Plattenlabel : Racket Records
Genre : Ambient-Remix
Spieldauer : 58:59 min
Preis : ca. 30 DM

Radikale Experimente glücken nicht. Diese Erfahrung hat zumindest die britische Progressivrockband "Marillion" in der Vergangenheit machen können. Vereinzelte Versuche, sich auf spielerische Weise musikalisch gänzlich anderen Genres zu nähern (etwa dem "Beach Boys"-Strandpop mit "Cannibal Surf Babe" vom "Afraid Of Sunlight"-Abum oder lateinamerikanischem Samba mit "Hope For The Future" von "This Strange Engine") führten stets zu nicht in letzter Konsequenz stimmigen Ergebnissen und zu Irritationen in der Fangemeinde. Um so überraschender kam dann auch 1997 die Ankündigung, das jüngste Studioalbum der Band, bzw. zumindest die meisten Stücke des hervorragenden "This Strange Engine" (vgl. Rezension in "AmigaGadget"#30 ), würden in einer Remix-Fassung neu veröffentlicht werden. Noch obskurer erschien das ganze, als klar wurde, in welche Richtung die Neubearbeitung gehen sollte - das Duo "The Positive Light" produziert Ambient-, Dance- und Technosongs. Und als dann vereinzelte Songs während der Aufbauphase bei den Konzerten der "Marillion"-Europa-Tournee aus der Musikanlage erklangen, mochte sich auch noch keine rechte Begeisterung einstellen (vgl. Konzertbericht in "AmigaGadget"#33 ). Zu unvereinbar schienen der melodiöse Progressivrock der Band und der mathematisch strikte, fast schon eintönige Charakter der Ambient- und Technomusik. Dementsprechend standen die Chancen gut, dass "Tales From The Engine Room", wie das Ergebnis der Kooperation zwischen "Marillion" und "The Positive Light" dann schließlich genannt wurde, nur mehr ein weiteres mißglücktes Experiment werden würde.

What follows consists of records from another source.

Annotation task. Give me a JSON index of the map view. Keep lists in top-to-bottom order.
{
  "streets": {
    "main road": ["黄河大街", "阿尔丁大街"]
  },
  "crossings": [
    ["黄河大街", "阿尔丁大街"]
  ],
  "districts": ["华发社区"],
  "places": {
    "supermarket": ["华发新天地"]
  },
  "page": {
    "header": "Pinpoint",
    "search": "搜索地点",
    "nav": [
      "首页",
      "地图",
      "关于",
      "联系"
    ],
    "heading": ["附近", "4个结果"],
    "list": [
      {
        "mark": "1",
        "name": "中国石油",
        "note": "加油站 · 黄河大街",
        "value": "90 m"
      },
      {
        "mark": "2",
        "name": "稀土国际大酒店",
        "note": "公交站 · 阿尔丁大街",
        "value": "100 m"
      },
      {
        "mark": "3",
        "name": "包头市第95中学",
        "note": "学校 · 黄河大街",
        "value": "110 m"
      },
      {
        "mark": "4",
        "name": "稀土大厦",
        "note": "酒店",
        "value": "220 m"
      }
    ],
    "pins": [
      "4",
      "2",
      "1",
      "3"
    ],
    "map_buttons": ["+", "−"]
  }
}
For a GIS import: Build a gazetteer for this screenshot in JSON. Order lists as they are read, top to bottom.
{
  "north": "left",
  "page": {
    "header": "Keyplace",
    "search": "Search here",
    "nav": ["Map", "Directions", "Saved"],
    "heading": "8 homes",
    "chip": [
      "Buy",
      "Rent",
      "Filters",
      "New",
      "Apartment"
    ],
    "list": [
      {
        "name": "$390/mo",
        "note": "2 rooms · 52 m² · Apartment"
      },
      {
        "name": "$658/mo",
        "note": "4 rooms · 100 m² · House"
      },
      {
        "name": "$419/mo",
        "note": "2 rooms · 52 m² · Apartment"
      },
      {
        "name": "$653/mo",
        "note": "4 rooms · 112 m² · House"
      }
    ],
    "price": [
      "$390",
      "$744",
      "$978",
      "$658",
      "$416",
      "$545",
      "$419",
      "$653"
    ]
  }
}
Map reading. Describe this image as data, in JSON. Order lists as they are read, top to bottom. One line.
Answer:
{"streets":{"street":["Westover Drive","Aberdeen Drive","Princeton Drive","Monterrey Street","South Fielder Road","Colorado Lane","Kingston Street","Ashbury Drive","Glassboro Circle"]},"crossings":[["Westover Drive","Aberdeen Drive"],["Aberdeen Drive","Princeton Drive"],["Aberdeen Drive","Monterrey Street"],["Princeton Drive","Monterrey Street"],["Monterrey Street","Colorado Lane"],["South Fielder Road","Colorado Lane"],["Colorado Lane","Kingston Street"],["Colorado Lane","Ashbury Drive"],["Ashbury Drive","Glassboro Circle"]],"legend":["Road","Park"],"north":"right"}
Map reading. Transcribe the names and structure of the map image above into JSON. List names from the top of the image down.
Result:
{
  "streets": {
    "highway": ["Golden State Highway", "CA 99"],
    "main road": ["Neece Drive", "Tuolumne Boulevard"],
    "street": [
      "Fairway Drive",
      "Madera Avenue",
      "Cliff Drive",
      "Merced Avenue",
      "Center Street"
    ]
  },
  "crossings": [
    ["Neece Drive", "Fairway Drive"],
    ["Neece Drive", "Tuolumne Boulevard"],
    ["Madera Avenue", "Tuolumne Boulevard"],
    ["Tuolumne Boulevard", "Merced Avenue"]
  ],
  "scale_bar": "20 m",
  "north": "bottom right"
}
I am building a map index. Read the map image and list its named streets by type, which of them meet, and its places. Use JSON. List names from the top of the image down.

Alles begann mit einem Remix von "Estonia", den "The Positive Light" den "Marillion"-Musikern vorlegten - und dieses Stück über die Schiffskatastrophe eröffnet denn auch die CD. Und von Anfang an dominiert die Bearbeitung das Original. "The Positive Light" haben das ursprünglich sehr sanft instrumentierte Stück in einen dichten Klangteppich eingewoben. Dabei gingen kaum Nuancen des Originals verloren - sie wurden lediglich durch neue Elemente ergänzt. Neben gedämpften Beats und immer wiederkehrenden Loops, mit denen u.a. auch Hogarths Gesang verfremdet wurde, fanden insbesondere auch Samples menschlicher Sprache Verwendung. So beginnt die Remix-Fassung von "Estonia" mit aufgeregtem Geflüster - und später hört man, ganz leise und kaum zu entdecken, sogar Samples menschlicher Schreie. Dabei liegt erfreulicherweise auch in der Bearbeitung durch Marc Mitchell und Mark Daghorn der Schwerpunkt des Stückes auf einer angemessenen musikalischen Trauerarbeit und nicht in einer rein auf Effekthascherei abzielenden Sensationsshow. Im Gegensatz zum "Marillion"-Original ist die "Positive Light"-Überarbeitung im übrigen deutlich über 10 Minuten lang - und doch ist keine überflüssige Minute dabei. Der Remix hält über die volle Spieldauer die musikalische Dramatik des Originals und erweitert sie stilgerecht um einige interessante Passagen.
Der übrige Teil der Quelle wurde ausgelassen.